Each line from the first down to the one containing "Annotation task. What" should be returned exactly as it appears below.

Record set:
>>>
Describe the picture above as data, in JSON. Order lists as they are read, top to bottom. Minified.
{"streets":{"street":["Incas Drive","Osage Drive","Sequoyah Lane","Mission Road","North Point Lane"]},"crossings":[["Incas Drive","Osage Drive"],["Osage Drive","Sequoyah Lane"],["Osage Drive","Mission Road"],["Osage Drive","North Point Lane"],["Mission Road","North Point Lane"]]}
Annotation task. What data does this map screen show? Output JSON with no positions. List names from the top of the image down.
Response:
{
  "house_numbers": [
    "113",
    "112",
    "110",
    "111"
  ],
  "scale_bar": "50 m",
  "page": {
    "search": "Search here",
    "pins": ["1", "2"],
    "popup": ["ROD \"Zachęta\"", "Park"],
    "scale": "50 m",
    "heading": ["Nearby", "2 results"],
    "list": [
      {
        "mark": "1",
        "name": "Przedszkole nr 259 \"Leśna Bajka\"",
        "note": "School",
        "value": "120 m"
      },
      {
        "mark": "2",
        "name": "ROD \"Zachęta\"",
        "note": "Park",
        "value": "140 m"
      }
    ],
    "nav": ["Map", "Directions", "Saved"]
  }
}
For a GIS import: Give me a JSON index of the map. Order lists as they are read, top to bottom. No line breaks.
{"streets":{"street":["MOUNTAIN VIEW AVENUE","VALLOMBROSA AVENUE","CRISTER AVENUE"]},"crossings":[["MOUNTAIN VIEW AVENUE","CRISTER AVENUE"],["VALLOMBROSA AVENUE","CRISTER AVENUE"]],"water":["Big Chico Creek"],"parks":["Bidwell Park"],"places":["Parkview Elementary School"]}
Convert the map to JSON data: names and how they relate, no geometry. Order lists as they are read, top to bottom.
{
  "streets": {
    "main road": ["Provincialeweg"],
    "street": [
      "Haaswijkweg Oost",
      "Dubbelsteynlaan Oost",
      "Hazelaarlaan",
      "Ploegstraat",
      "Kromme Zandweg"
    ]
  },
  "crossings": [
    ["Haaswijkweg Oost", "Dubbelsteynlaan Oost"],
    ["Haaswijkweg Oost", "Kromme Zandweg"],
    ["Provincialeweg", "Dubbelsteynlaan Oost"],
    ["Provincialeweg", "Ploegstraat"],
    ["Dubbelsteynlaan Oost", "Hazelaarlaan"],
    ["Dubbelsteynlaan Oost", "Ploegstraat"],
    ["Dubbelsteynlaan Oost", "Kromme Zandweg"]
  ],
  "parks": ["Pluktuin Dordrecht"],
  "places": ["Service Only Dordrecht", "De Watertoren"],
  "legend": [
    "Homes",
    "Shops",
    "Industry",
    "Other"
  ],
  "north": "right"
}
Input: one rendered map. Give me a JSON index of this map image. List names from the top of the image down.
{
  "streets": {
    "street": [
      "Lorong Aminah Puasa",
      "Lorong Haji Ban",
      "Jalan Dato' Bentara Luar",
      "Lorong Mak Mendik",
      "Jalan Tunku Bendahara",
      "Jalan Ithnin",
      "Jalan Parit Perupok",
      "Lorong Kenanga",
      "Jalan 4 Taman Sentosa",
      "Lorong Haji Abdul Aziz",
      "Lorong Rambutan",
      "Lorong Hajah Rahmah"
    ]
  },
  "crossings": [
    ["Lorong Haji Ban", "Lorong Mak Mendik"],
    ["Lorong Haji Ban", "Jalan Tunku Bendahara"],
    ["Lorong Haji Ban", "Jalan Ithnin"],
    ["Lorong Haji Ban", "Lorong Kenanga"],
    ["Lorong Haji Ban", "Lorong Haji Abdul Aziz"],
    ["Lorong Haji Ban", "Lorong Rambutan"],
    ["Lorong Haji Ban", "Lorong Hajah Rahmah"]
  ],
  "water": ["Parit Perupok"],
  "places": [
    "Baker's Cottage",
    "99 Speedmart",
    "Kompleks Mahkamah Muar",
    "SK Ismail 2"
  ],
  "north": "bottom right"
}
<<<
Expected answer:
Describe the picture above as data, in JSON. Order lists as they are read, top to bottom. Minified.
{"streets":{"street":["Incas Drive","Osage Drive","Sequoyah Lane","Mission Road","North Point Lane"]},"crossings":[["Incas Drive","Osage Drive"],["Osage Drive","Sequoyah Lane"],["Osage Drive","Mission Road"],["Osage Drive","North Point Lane"],["Mission Road","North Point Lane"]]}
Annotation task. What data does this map screen show? Output JSON with no positions. List names from the top of the image down.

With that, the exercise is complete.